Pode até parecer ficção (como os filmes de Bruce Willis (Duro de Matar 1, 2 ou 3) ou de Chuck Norris), mas não é. Estamos falando da mais pura verdade: O povo judeu sobreviveu. Isso é, no mínimo, assombroso. Na época de Jeremias, ninguém poderia prever com certeza acerca da sobrevivência desse povo, quando se encontrava encurralado e ameaçado de destruição total. Os babilônios o conquistou e o arrastou para o exílio. Mas a pergunta que não quer calar é: Onde estão os babilônios hoje? A resposta: Desapareceram. Hoje, as areias do deserto cobrem a sua capital.

A história dos judeus é uma longa crônica de discriminação, exílio, castigo e matança. Não existe outro povo contra quem se tenham instituído medidas tão drásticas de destruição. Mas sobreviveram e, mais ainda, prosperaram. Seu idioma ainda perdura. Seu livro, o Antigo Testamento, é parte do livro mais lido de todos os tempos. Eles reconstruíram sua nação.

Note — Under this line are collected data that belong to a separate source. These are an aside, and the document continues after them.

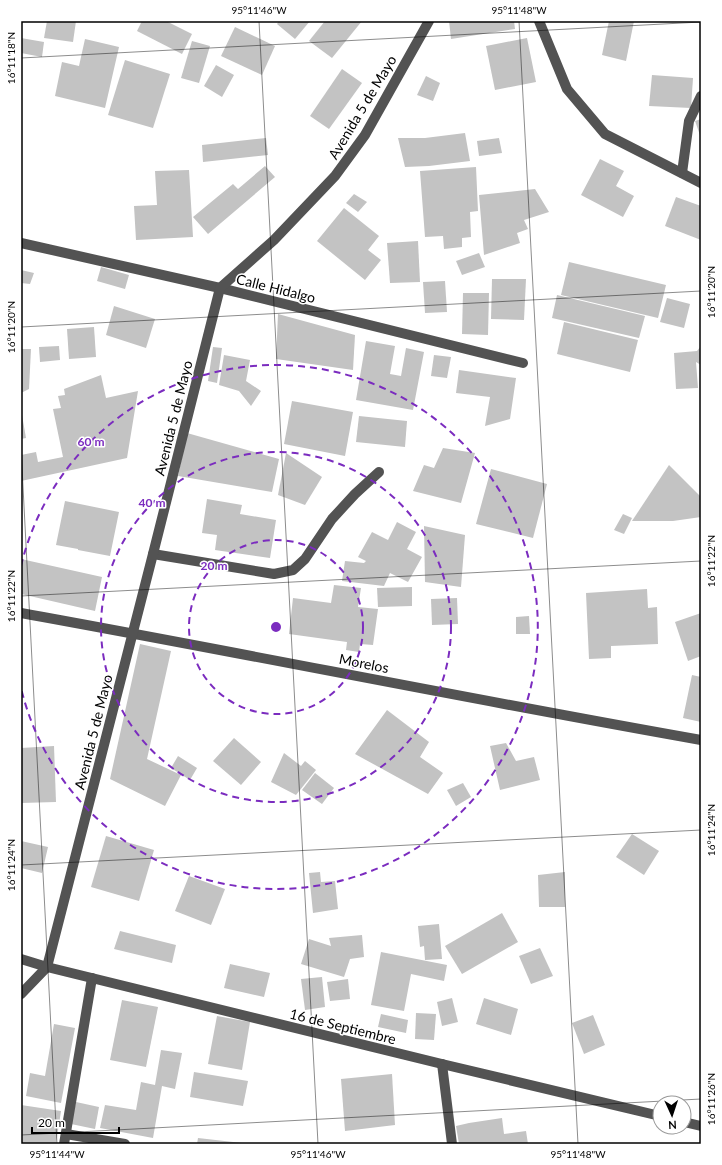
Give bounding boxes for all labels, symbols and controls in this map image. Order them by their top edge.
text: 95°11'46"W [231,4,287,16]
text: 95°11'48"W [491,4,547,16]
text: 16°11'18"N [5,32,17,84]
street label: Avenida 5 de Mayo [324,52,400,162]
text: 16°11'20"N [705,266,717,318]
street label: Calle Hidalgo [235,270,317,306]
text: 16°11'20"N [5,301,17,353]
street label: Avenida 5 de Mayo [150,359,196,477]
text: 60 m [78,434,104,449]
text: 40 m [139,495,165,510]
text: 16°11'22"N [705,535,717,587]
text: 20 m [201,558,227,573]
text: 16°11'22"N [5,570,17,622]
centre of rings [269,620,283,634]
street label: Morelos [338,650,390,676]
street label: Avenida 5 de Mayo [70,673,116,791]
text: 16°11'24"N [705,804,717,856]
text: 16°11'24"N [5,839,17,891]
street label: 16 de Septiembre [288,1005,398,1047]
text: 16°11'26"N [705,1073,717,1125]
north arrow [652,1095,692,1135]
scale bar [32,1109,119,1135]
text: 20 m [38,1115,65,1130]
text: N [668,1119,677,1132]
text: 95°11'44"W [29,1148,85,1160]
text: 95°11'46"W [290,1148,346,1160]
text: 95°11'48"W [550,1148,606,1160]

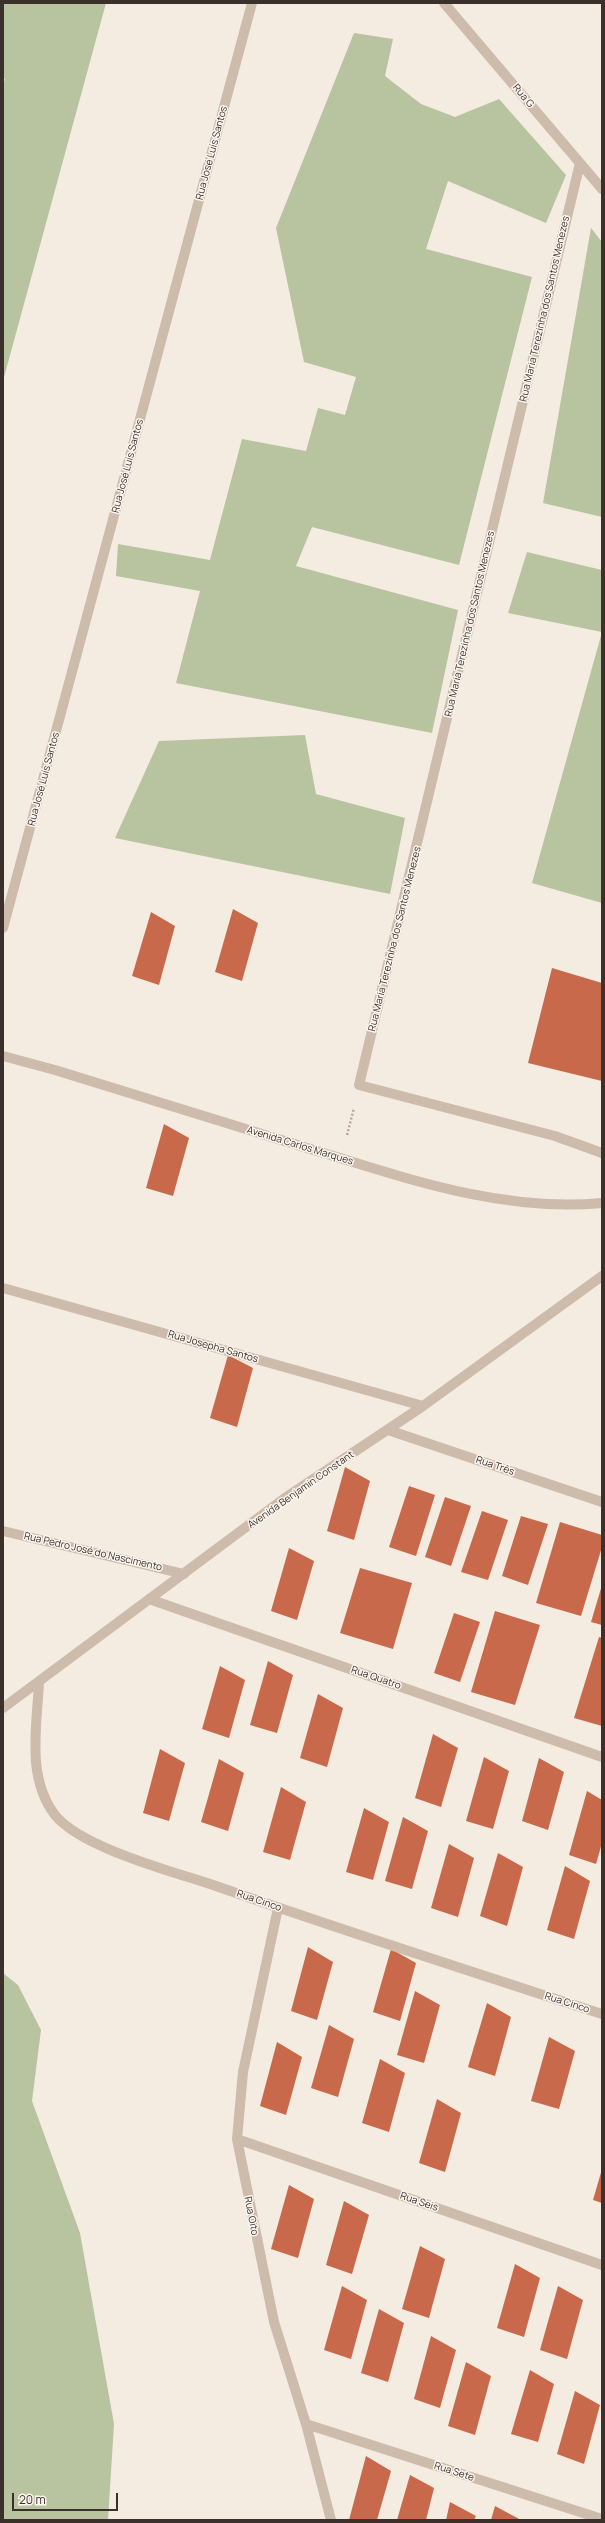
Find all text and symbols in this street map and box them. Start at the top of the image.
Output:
street label: Rua G [510,82,536,110]
street label: Rua José Luís Santos [194,105,230,201]
street label: Rua Maria Terezinha dos Santos Menezes [518,215,572,403]
street label: Rua José Luís Santos [110,418,146,514]
street label: Rua Maria Terezinha dos Santos Menezes [443,530,497,718]
street label: Rua José Luís Santos [26,731,62,827]
street label: Rua Maria Terezinha dos Santos Menezes [366,845,424,1033]
street label: Avenida Carlos Marques [245,1124,355,1168]
street label: Rua Josepha Santos [167,1328,259,1366]
street label: Avenida Benjamin Constant [246,1449,356,1531]
street label: Rua Três [474,1454,516,1478]
street label: Rua Pedro José do Nascimento [23,1530,163,1574]
street label: Rua Quatro [349,1664,403,1692]
street label: Rua Cinco [235,1888,283,1914]
street label: Rua Cinco [543,1990,591,2016]
street label: Rua Seis [398,2190,440,2214]
street label: Rua Oito [241,2196,261,2236]
street label: Rua Sete [432,2460,476,2484]
scale bar [14,2485,120,2511]
text: 20 m [19,2491,46,2508]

O que nos chama a atenção é que essa sobrevivência já havia sido anunciada por escrito há 2.500 anos. Deus prometeu claramente que nunca rejeitaria Seu povo.

 

1. O novo pacto.
Conhecido por suas provocantes denúncias e repetidas predições de destruição selvagem, Jeremias também trouxe uma mensagem de fidelidade eterna de Deus e de um novo pacto que substituiria o antigo, já quebrado. Segundo o próprio Jeremias, o novo pacto seria muito melhor do que o primeiro, pois Deus não se limitaria mais a promulgar listas de regras a que Seu povo teria de obedecer. Antes, plantaria tais regras em seus corações, de modo que eles iriam desejar cumpri-las (Jr 31: 33). Cada indivíduo conheceria o Senhor pessoalmente, sem a necessidade de intermediários.

Jeremias ainda foi mais além, dizendo que um novo rei da linhagem de Davi viria para governar. Ele se chamaria “o Senhor, justiça nossa” (Jr 23: 5 – 8). Israel regressaria do exílio à terra, reconstruiria Jerusalém e voltaria a adorar a Deus. O interessante é que Jeremias escreveu esta mensagem otimista no momento em que Israel caía em sua pior catástrofe.

Não satisfeito somente com a proclamação da mensagem oral, Jeremias fez o investimento mais estúpido de todos os tempos, ou um verdadeiro ato de fé: Ele comprou uma propriedade de um parente seu no momento mais grave do cerco da Babilônia a Jerusalém (capítulo 32). Deus prometera a Jeremias que algum dia essa propriedade voltaria a ter valor para seus filhos e netos. Ele creu e investiu nessa probabilidade mais do que remota. Ele acreditou na sobrevivência de Israel.

 

2. O cumprimento da profecia.
Todos nós cristãos concordamos que o novo rei profetizado por Jeremias era Jesus. Também concordamos que foi Jesus que introduziu um novo pacto, que põe a lei nos corações e que permite conhecer a Deus. Mas quanto à restauração de Israel, nós divergimos em algumas opiniões. Por exemplo:

a) Alguns cristãos acreditam que o moderno Estado de Israel é a nação ressurreta, pelo menos em parte, acerca da qual Jeremias escreveu;

b) Outros pensam que o Novo Testamento ensina que os cristãos de todas as nações constituem “a nova nação” do povo de Deus, e que as promessas se aplicam alegoricamente a todos eles.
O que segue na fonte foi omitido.